Hoje o debate urbanístico age sobre críticas à cidade modernista. Os planejadores urbanos contemporâneos inserem o discurso da “sustentabilidade” no debate do desenvolvimento e planejamento das cidades na busca de novos paradigmas dentro dos aspectos de uma economia sustentável para o planejamento urbano, ideia que lida basicamente com a necessidade de uma mudança de hábitos (de consumo) das populações, a necessidade de um controle do crescimento demográfico, a perspectiva temporal (para as gerações presentes e futuras) e uma reavaliação de escalas, isso quer dizer, pensar global, agir local.

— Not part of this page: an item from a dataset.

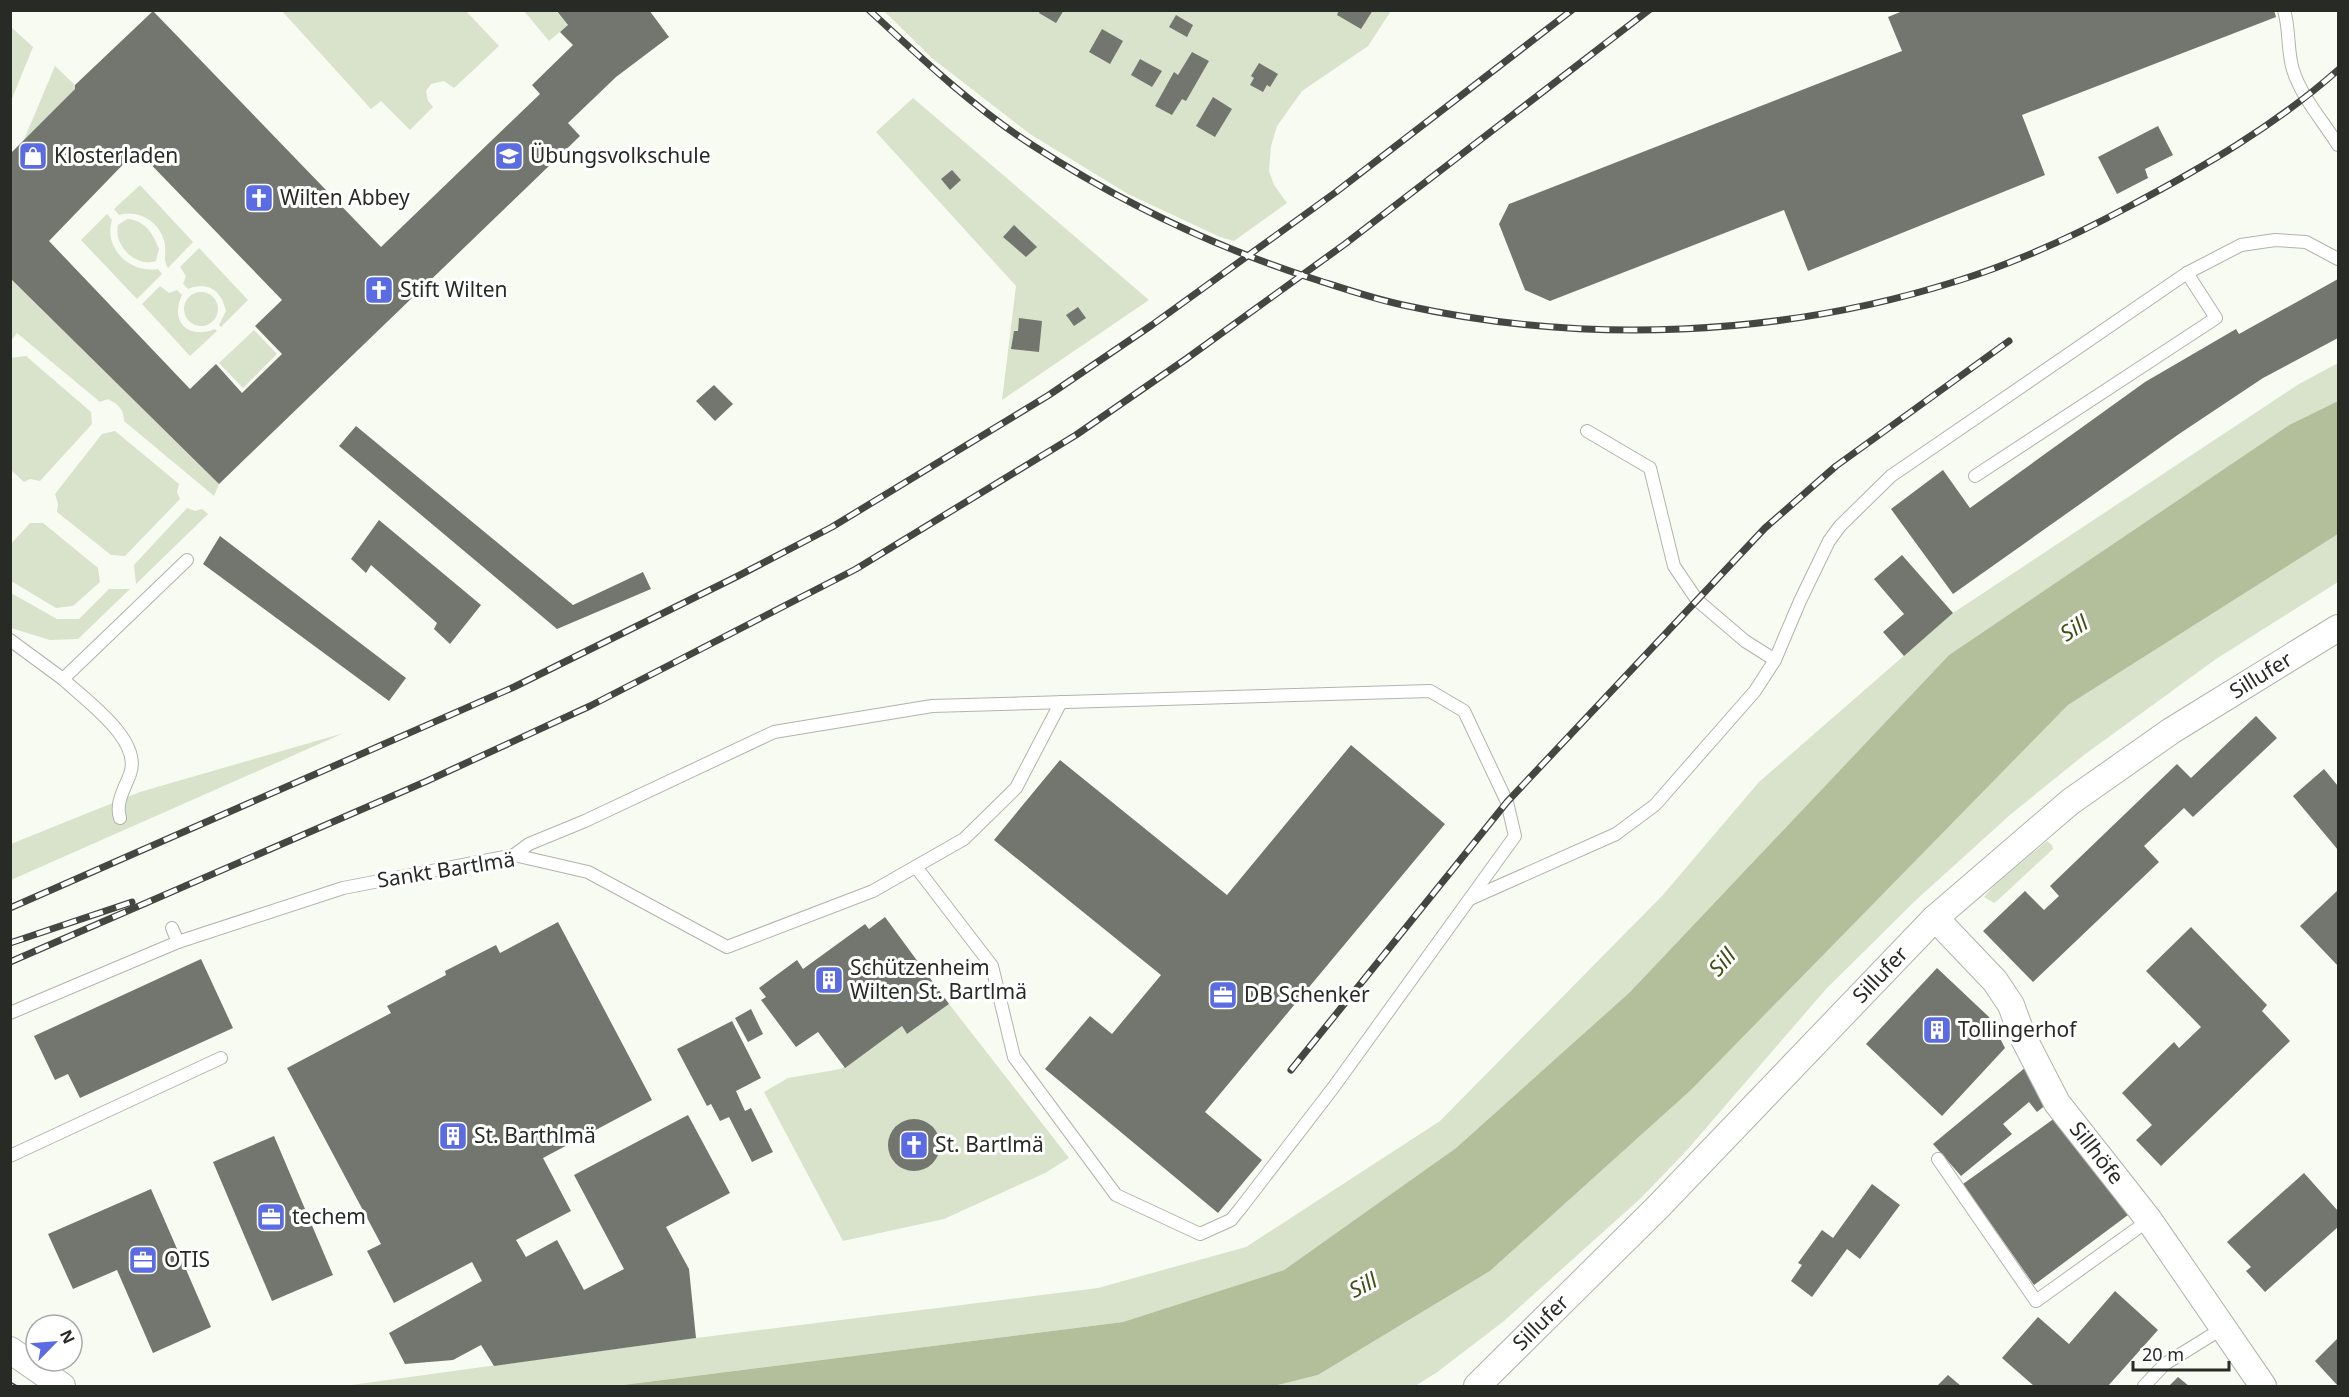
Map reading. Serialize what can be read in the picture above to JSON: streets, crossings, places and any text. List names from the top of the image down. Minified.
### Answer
{"streets":{"street":["Sillufer","Sillhöfe"],"lane":["Sankt Bartlmä"]},"crossings":[["Sillufer","Sillhöfe"]],"water":["Sill"],"places":{"shop":["Klosterladen"],"school or university":["Übungsvolkschule"],"church":["Wilten Abbey","Stift Wilten","St. Bartlmä"],"building":["Schützenheim Wilten St. Bartlmä","Tollingerhof","St. Barthlmä"],"office":["DB Schenker","techem","OTIS"]},"scale_bar":"20 m","north":"top right"}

Andar de bicicleta é um prazer, além de um ótimo exercício. Pedalar nas grandes cidades ainda ajuda o meio ambiente, dentro desta perspectiva, fatores como a melhoria da qualidade do ar, a conservação de energia, a diminuição dos impactos gerados pelo trânsito, entre outros tópicos já que as bicicletas são um meio de transporte limpo, que não emite gases poluentes, além de diminuir a quantidade de carros nas ruas, facilitando a mobilidade. Nos caóticos ambientes urbanos, porém, usar a bike como meio de transporte não é exatamente uma escolha fácil, tanto pela falta de estrutura adequada quanto pela mentalidade e comportamento geral dos motoristas.

Deve-se notar também que o conceito de sustentabilidade urbana implica em tópicos mais abrangentes que aqueles considerados dentro do conceito de sustentabilidade ambiental, uma vez que o meio ambiente das cidades deve desenvolver-se em âmbitos sociais, econômicos e políticos, além dos ambientais e ecológicos. No Brasil a discussão é crescente e ganhou força principalmente nos últimos dez anos. Em São Paulo, maior cidade do país, já se tornou relativamente comum ver pessoas utilizando as bikes para ir ao trabalho diariamente, algumas ciclovias já facilitam o acesso e vias especiais para o lazer também lotam nos fins de semana.

O uso da bicicleta ainda encontra o forte obstáculo do preconceito e, especialmente no Brasil, da falta de cidadania e respeito no trânsito. John Forester, engenheiro de trânsito americano dedicado ao estudo de sistemas cicloviários, nota que existem duas maneiras antagônicas de tratar o uso da bicicleta nas cidades: um que trata o ciclista como um condutor de veículos, sujeito às mesmas penalidades de um motorista de automóvel e outro que trata o ciclista como um “personagem marginal” que deve ser isolado para não atrapalhar o uso das vias pelos automóveis.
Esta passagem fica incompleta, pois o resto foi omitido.